▶ _Description of the task_
What lines of the data hold the string "lineWidth"? Pull each one out.

Recorded data
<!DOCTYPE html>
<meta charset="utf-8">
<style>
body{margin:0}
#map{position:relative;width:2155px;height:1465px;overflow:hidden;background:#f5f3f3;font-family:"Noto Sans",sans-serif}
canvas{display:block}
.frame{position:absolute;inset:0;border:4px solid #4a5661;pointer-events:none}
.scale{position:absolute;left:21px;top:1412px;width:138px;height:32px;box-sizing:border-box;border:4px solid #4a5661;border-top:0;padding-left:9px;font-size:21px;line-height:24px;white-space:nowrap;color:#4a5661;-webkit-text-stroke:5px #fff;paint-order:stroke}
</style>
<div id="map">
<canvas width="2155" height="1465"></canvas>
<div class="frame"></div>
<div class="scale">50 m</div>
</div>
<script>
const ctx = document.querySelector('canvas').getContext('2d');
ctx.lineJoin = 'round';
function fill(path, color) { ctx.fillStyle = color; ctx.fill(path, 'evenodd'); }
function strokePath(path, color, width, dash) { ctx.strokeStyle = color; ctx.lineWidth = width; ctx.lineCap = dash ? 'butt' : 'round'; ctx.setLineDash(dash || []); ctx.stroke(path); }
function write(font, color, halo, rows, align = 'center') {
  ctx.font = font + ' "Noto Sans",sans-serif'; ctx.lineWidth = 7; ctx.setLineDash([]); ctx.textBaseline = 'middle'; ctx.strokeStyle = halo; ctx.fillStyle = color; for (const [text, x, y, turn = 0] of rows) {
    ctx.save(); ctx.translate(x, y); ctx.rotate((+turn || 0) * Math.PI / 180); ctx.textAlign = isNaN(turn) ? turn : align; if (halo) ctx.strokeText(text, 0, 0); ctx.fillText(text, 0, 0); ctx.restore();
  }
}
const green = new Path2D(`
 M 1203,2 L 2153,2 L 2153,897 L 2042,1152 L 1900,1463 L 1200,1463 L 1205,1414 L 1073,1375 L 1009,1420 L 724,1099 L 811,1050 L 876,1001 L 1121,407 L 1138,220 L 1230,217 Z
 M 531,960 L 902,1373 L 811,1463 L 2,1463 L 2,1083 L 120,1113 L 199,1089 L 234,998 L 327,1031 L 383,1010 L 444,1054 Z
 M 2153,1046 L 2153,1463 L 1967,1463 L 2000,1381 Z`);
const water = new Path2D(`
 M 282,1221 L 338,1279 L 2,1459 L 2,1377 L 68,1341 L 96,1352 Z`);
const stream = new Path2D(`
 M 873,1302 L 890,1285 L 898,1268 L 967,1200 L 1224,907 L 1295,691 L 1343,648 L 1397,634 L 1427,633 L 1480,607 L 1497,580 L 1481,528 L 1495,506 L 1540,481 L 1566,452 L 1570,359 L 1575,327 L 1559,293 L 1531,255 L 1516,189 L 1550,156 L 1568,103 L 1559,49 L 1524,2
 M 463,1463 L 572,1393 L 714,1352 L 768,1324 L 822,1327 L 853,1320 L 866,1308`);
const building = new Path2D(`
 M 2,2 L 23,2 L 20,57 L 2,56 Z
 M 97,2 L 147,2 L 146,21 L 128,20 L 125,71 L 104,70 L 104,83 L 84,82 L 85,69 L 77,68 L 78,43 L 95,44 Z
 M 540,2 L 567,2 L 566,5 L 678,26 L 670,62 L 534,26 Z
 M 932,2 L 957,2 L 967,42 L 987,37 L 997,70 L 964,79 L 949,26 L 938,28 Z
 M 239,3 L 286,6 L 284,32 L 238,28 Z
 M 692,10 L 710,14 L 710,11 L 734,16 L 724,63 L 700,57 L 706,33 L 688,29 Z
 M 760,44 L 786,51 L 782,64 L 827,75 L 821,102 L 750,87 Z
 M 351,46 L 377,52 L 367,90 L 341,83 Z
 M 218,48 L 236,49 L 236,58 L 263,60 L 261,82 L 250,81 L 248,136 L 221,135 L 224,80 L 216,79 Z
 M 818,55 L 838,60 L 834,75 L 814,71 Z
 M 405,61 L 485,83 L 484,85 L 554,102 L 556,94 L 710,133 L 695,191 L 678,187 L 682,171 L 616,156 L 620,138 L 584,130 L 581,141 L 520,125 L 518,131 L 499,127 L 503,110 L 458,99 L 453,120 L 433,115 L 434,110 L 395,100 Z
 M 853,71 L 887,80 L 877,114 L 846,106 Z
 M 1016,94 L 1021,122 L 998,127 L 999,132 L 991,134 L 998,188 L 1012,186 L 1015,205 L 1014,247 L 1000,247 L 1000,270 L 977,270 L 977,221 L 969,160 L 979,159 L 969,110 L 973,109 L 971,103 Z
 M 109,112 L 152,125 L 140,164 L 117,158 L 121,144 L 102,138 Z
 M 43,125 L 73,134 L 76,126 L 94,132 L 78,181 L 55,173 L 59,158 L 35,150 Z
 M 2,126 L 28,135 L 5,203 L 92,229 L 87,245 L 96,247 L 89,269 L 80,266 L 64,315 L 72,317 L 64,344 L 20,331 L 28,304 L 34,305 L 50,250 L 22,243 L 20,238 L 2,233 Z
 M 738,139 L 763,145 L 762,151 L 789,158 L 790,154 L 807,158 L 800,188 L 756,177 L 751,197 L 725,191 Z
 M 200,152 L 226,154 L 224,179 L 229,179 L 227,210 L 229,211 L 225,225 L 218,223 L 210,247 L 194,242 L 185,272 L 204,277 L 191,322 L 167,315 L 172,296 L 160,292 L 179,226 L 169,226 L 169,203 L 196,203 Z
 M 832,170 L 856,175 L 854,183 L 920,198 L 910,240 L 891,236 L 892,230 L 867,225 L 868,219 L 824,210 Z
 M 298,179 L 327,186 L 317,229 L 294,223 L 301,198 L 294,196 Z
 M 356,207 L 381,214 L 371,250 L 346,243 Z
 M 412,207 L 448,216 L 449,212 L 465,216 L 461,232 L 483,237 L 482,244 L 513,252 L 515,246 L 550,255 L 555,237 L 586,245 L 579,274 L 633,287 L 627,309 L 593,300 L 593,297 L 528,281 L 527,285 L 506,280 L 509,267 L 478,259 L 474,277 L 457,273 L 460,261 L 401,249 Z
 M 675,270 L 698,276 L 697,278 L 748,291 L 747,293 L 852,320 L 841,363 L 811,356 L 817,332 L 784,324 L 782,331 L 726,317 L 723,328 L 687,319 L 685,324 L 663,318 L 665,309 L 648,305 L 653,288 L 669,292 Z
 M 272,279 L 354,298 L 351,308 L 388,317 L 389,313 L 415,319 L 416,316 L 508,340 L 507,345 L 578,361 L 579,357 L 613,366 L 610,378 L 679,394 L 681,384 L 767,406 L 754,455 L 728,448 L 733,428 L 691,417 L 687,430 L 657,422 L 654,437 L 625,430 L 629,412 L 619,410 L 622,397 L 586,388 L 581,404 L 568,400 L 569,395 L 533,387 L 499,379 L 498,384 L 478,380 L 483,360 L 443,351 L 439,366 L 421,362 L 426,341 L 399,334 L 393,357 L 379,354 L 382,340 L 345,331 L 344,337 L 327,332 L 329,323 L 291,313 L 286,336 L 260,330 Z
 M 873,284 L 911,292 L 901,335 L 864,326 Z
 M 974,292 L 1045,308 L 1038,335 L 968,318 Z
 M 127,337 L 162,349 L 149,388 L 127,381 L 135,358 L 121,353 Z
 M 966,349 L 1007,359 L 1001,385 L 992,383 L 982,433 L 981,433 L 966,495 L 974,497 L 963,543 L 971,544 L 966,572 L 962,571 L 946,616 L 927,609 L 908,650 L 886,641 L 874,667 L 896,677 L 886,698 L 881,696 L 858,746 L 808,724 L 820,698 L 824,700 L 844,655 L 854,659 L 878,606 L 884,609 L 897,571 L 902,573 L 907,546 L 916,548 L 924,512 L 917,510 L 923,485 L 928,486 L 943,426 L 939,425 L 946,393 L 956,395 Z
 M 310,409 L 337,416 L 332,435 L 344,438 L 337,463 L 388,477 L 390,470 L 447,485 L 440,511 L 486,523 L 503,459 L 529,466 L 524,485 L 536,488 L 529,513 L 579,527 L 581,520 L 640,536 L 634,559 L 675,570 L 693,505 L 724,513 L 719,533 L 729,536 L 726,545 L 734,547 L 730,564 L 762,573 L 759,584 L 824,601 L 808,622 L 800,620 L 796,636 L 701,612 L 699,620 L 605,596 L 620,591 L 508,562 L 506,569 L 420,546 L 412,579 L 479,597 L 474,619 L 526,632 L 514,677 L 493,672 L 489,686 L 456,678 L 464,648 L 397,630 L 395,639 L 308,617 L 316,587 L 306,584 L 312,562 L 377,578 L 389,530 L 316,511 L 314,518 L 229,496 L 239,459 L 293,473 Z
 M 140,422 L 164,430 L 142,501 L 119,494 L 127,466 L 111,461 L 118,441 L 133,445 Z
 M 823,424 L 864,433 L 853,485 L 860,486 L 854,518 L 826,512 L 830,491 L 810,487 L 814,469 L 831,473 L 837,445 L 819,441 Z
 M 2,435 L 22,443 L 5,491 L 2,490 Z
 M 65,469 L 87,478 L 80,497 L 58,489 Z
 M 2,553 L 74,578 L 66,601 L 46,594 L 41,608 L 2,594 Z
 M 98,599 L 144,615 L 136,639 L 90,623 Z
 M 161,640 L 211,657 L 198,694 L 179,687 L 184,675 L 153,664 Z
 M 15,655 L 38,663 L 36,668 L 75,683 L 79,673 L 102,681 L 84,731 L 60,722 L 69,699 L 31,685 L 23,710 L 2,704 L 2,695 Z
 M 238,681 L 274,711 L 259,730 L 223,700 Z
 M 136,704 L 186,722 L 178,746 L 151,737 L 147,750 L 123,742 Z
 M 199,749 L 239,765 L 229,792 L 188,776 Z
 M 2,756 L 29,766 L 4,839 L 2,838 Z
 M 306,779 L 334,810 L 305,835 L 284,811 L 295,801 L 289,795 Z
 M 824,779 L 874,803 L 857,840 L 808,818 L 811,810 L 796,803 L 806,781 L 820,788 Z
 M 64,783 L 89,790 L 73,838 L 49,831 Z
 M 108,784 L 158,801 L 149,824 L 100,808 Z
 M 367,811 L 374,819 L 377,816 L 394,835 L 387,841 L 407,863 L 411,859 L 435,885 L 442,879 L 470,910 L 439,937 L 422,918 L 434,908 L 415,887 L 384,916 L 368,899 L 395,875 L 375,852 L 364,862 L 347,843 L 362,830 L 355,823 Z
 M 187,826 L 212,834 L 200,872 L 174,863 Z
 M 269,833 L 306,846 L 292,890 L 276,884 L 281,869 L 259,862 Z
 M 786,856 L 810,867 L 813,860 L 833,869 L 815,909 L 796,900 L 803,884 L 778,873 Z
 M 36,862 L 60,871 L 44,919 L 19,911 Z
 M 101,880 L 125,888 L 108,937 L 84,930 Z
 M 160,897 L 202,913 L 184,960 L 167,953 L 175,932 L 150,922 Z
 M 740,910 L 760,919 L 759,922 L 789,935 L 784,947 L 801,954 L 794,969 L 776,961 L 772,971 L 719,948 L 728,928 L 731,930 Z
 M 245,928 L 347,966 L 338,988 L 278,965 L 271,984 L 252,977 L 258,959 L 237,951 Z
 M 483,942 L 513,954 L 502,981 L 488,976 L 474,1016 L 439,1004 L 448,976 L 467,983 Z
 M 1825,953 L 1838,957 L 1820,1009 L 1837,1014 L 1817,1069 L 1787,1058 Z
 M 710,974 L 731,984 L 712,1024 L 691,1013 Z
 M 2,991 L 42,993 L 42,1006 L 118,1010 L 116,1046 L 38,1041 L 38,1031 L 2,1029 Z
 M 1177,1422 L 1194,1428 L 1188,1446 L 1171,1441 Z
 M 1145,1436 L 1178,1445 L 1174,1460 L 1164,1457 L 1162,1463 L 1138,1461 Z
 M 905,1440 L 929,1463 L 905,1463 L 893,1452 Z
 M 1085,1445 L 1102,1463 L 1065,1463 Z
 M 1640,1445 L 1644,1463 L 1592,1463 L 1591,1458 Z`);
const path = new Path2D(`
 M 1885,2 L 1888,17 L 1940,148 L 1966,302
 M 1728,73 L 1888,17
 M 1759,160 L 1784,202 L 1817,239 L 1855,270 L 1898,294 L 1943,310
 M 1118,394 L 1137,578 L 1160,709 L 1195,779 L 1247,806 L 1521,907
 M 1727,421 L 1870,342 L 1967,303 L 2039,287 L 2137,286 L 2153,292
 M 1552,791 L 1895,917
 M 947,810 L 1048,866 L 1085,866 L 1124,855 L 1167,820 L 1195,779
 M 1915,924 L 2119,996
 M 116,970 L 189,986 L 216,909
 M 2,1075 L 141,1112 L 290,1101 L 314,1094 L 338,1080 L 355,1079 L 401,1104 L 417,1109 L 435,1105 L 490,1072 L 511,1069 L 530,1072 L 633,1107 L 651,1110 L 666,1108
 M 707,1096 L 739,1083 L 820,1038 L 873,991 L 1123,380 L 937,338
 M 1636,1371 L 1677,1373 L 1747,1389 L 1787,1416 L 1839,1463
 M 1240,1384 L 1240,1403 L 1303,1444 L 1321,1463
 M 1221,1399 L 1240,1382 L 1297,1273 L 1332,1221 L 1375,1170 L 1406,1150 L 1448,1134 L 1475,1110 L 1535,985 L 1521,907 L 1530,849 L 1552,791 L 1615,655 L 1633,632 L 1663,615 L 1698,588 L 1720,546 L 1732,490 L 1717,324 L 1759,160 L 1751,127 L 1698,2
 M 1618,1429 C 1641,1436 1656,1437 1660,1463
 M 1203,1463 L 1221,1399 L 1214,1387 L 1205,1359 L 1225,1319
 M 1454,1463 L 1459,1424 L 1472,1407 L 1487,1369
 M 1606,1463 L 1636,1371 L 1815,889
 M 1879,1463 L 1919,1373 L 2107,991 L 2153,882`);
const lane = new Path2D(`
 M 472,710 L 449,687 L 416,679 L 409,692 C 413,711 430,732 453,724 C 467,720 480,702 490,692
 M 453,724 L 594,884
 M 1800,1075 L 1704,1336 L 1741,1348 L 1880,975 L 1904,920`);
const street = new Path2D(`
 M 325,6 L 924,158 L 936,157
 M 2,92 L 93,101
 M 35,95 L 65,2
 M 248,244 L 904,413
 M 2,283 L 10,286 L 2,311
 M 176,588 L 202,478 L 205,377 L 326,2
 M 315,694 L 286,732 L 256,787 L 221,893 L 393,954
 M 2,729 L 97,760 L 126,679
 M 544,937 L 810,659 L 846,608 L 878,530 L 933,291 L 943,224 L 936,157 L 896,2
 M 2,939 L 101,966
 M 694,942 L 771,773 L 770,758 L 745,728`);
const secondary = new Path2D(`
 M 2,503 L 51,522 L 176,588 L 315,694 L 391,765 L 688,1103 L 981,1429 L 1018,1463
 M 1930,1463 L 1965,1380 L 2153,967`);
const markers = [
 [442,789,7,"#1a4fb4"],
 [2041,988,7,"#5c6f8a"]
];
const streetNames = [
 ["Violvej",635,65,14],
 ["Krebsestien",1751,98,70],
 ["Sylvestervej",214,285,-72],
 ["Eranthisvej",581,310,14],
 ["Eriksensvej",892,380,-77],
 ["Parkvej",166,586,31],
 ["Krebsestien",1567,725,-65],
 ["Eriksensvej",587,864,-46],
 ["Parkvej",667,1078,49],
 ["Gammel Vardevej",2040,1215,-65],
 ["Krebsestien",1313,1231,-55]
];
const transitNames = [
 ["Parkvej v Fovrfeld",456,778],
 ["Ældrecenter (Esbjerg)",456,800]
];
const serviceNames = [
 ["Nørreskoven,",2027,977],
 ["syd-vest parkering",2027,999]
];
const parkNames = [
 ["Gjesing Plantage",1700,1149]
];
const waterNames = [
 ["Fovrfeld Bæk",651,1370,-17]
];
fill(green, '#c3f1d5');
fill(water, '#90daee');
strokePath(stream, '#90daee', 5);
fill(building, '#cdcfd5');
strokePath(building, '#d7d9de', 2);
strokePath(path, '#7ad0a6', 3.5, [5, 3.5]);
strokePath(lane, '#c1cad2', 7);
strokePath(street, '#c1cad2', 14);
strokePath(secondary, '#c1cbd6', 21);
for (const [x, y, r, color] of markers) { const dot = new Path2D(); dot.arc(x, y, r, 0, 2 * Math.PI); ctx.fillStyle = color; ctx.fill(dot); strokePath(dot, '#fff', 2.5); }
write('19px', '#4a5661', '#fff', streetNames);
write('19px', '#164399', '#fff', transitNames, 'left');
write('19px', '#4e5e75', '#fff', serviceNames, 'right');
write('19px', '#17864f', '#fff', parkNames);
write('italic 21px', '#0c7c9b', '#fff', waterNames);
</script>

▶ _Exercise response_
function strokePath(path, color, width, dash) { ctx.strokeStyle = color; ctx.lineWidth = width; ctx.lineCap = dash ? 'butt' : 'round'; ctx.setLineDash(dash || []); ctx.stroke(path); }
  ctx.font = font + ' "Noto Sans",sans-serif'; ctx.lineWidth = 7; ctx.setLineDash([]); ctx.textBaseline = 'middle'; ctx.strokeStyle = halo; ctx.fillStyle = color; for (const [text, x, y, turn = 0] of rows) {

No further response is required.